# WHAT TO PRODUCE
Exactly as written, transcribe each record below.

[DATASET EXTRACT]

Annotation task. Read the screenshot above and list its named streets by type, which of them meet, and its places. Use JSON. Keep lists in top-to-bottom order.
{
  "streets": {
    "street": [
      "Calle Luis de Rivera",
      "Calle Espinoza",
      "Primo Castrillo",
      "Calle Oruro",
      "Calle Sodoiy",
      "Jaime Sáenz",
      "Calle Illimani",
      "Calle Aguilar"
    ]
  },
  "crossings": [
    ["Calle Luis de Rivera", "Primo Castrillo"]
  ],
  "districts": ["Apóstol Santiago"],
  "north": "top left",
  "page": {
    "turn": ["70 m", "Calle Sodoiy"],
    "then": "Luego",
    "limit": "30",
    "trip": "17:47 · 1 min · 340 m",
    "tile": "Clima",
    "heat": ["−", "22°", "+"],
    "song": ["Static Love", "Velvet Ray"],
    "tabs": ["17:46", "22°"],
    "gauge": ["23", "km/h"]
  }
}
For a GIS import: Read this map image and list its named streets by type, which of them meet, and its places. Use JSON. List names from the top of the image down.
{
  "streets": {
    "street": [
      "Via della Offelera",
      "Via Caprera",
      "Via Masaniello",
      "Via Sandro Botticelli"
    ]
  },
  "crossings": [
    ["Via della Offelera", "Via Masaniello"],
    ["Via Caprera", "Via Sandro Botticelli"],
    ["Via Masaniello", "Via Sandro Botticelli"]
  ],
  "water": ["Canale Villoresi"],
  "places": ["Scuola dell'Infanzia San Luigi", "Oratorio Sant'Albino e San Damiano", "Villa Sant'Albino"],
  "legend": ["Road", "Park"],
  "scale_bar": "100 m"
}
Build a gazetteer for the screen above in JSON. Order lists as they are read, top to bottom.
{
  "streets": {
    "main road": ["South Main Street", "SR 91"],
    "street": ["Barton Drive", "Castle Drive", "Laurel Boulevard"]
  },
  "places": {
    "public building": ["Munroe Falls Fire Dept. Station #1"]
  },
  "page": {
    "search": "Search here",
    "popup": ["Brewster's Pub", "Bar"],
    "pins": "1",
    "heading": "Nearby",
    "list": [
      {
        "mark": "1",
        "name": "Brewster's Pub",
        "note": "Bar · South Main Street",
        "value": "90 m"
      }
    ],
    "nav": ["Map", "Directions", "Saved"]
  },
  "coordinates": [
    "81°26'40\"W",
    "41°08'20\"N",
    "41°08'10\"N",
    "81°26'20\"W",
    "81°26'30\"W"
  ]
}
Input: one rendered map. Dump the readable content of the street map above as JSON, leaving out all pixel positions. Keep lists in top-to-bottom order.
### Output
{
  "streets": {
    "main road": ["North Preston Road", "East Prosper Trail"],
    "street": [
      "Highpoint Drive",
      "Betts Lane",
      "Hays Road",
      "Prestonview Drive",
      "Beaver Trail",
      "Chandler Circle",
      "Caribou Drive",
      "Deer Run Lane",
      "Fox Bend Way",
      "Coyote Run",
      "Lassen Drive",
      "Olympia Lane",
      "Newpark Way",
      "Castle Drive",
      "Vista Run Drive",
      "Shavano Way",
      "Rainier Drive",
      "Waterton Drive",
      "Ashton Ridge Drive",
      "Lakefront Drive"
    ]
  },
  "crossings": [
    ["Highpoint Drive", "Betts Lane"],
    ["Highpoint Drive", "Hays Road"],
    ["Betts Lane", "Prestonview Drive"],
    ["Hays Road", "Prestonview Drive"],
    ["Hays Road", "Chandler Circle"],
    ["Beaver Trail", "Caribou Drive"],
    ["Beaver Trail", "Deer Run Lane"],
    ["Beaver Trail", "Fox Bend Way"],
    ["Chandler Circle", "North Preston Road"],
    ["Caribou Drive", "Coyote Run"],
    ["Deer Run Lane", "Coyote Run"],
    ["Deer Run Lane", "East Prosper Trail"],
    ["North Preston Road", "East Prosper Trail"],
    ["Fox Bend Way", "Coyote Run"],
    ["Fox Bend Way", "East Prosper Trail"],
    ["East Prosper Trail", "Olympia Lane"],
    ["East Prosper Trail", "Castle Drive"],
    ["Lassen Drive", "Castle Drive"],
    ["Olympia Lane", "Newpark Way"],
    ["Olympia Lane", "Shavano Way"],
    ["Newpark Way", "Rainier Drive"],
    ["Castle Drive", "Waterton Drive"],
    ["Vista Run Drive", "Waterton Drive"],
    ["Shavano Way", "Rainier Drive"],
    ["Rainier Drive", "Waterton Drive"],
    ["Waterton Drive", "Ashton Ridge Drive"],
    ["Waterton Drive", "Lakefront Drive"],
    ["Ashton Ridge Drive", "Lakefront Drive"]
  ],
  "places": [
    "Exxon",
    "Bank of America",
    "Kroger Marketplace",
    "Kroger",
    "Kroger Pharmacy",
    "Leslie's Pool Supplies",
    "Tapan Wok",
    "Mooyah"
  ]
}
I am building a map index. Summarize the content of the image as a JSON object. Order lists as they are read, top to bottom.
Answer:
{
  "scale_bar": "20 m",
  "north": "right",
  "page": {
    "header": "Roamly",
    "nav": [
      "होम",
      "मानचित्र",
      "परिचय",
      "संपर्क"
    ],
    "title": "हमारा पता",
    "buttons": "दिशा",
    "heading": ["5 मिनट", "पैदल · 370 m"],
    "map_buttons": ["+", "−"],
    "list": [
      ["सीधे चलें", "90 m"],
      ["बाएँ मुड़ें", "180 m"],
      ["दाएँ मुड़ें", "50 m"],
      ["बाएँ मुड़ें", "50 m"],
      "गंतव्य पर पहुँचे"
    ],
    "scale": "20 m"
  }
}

[/DATASET EXTRACT]

# WRITTEN ANSWER
Annotation task. Read the screenshot above and list its named streets by type, which of them meet, and its places. Use JSON. Keep lists in top-to-bottom order.
{
  "streets": {
    "street": [
      "Calle Luis de Rivera",
      "Calle Espinoza",
      "Primo Castrillo",
      "Calle Oruro",
      "Calle Sodoiy",
      "Jaime Sáenz",
      "Calle Illimani",
      "Calle Aguilar"
    ]
  },
  "crossings": [
    ["Calle Luis de Rivera", "Primo Castrillo"]
  ],
  "districts": ["Apóstol Santiago"],
  "north": "top left",
  "page": {
    "turn": ["70 m", "Calle Sodoiy"],
    "then": "Luego",
    "limit": "30",
    "trip": "17:47 · 1 min · 340 m",
    "tile": "Clima",
    "heat": ["−", "22°", "+"],
    "song": ["Static Love", "Velvet Ray"],
    "tabs": ["17:46", "22°"],
    "gauge": ["23", "km/h"]
  }
}
For a GIS import: Read this map image and list its named streets by type, which of them meet, and its places. Use JSON. List names from the top of the image down.
{
  "streets": {
    "street": [
      "Via della Offelera",
      "Via Caprera",
      "Via Masaniello",
      "Via Sandro Botticelli"
    ]
  },
  "crossings": [
    ["Via della Offelera", "Via Masaniello"],
    ["Via Caprera", "Via Sandro Botticelli"],
    ["Via Masaniello", "Via Sandro Botticelli"]
  ],
  "water": ["Canale Villoresi"],
  "places": ["Scuola dell'Infanzia San Luigi", "Oratorio Sant'Albino e San Damiano", "Villa Sant'Albino"],
  "legend": ["Road", "Park"],
  "scale_bar": "100 m"
}
Build a gazetteer for the screen above in JSON. Order lists as they are read, top to bottom.
{
  "streets": {
    "main road": ["South Main Street", "SR 91"],
    "street": ["Barton Drive", "Castle Drive", "Laurel Boulevard"]
  },
  "places": {
    "public building": ["Munroe Falls Fire Dept. Station #1"]
  },
  "page": {
    "search": "Search here",
    "popup": ["Brewster's Pub", "Bar"],
    "pins": "1",
    "heading": "Nearby",
    "list": [
      {
        "mark": "1",
        "name": "Brewster's Pub",
        "note": "Bar · South Main Street",
        "value": "90 m"
      }
    ],
    "nav": ["Map", "Directions", "Saved"]
  },
  "coordinates": [
    "81°26'40\"W",
    "41°08'20\"N",
    "41°08'10\"N",
    "81°26'20\"W",
    "81°26'30\"W"
  ]
}
Input: one rendered map. Dump the readable content of the street map above as JSON, leaving out all pixel positions. Keep lists in top-to-bottom order.
### Output
{
  "streets": {
    "main road": ["North Preston Road", "East Prosper Trail"],
    "street": [
      "Highpoint Drive",
      "Betts Lane",
      "Hays Road",
      "Prestonview Drive",
      "Beaver Trail",
      "Chandler Circle",
      "Caribou Drive",
      "Deer Run Lane",
      "Fox Bend Way",
      "Coyote Run",
      "Lassen Drive",
      "Olympia Lane",
      "Newpark Way",
      "Castle Drive",
      "Vista Run Drive",
      "Shavano Way",
      "Rainier Drive",
      "Waterton Drive",
      "Ashton Ridge Drive",
      "Lakefront Drive"
    ]
  },
  "crossings": [
    ["Highpoint Drive", "Betts Lane"],
    ["Highpoint Drive", "Hays Road"],
    ["Betts Lane", "Prestonview Drive"],
    ["Hays Road", "Prestonview Drive"],
    ["Hays Road", "Chandler Circle"],
    ["Beaver Trail", "Caribou Drive"],
    ["Beaver Trail", "Deer Run Lane"],
    ["Beaver Trail", "Fox Bend Way"],
    ["Chandler Circle", "North Preston Road"],
    ["Caribou Drive", "Coyote Run"],
    ["Deer Run Lane", "Coyote Run"],
    ["Deer Run Lane", "East Prosper Trail"],
    ["North Preston Road", "East Prosper Trail"],
    ["Fox Bend Way", "Coyote Run"],
    ["Fox Bend Way", "East Prosper Trail"],
    ["East Prosper Trail", "Olympia Lane"],
    ["East Prosper Trail", "Castle Drive"],
    ["Lassen Drive", "Castle Drive"],
    ["Olympia Lane", "Newpark Way"],
    ["Olympia Lane", "Shavano Way"],
    ["Newpark Way", "Rainier Drive"],
    ["Castle Drive", "Waterton Drive"],
    ["Vista Run Drive", "Waterton Drive"],
    ["Shavano Way", "Rainier Drive"],
    ["Rainier Drive", "Waterton Drive"],
    ["Waterton Drive", "Ashton Ridge Drive"],
    ["Waterton Drive", "Lakefront Drive"],
    ["Ashton Ridge Drive", "Lakefront Drive"]
  ],
  "places": [
    "Exxon",
    "Bank of America",
    "Kroger Marketplace",
    "Kroger",
    "Kroger Pharmacy",
    "Leslie's Pool Supplies",
    "Tapan Wok",
    "Mooyah"
  ]
}
I am building a map index. Summarize the content of the image as a JSON object. Order lists as they are read, top to bottom.
Answer:
{
  "scale_bar": "20 m",
  "north": "right",
  "page": {
    "header": "Roamly",
    "nav": [
      "होम",
      "मानचित्र",
      "परिचय",
      "संपर्क"
    ],
    "title": "हमारा पता",
    "buttons": "दिशा",
    "heading": ["5 मिनट", "पैदल · 370 m"],
    "map_buttons": ["+", "−"],
    "list": [
      ["सीधे चलें", "90 m"],
      ["बाएँ मुड़ें", "180 m"],
      ["दाएँ मुड़ें", "50 m"],
      ["बाएँ मुड़ें", "50 m"],
      "गंतव्य पर पहुँचे"
    ],
    "scale": "20 m"
  }
}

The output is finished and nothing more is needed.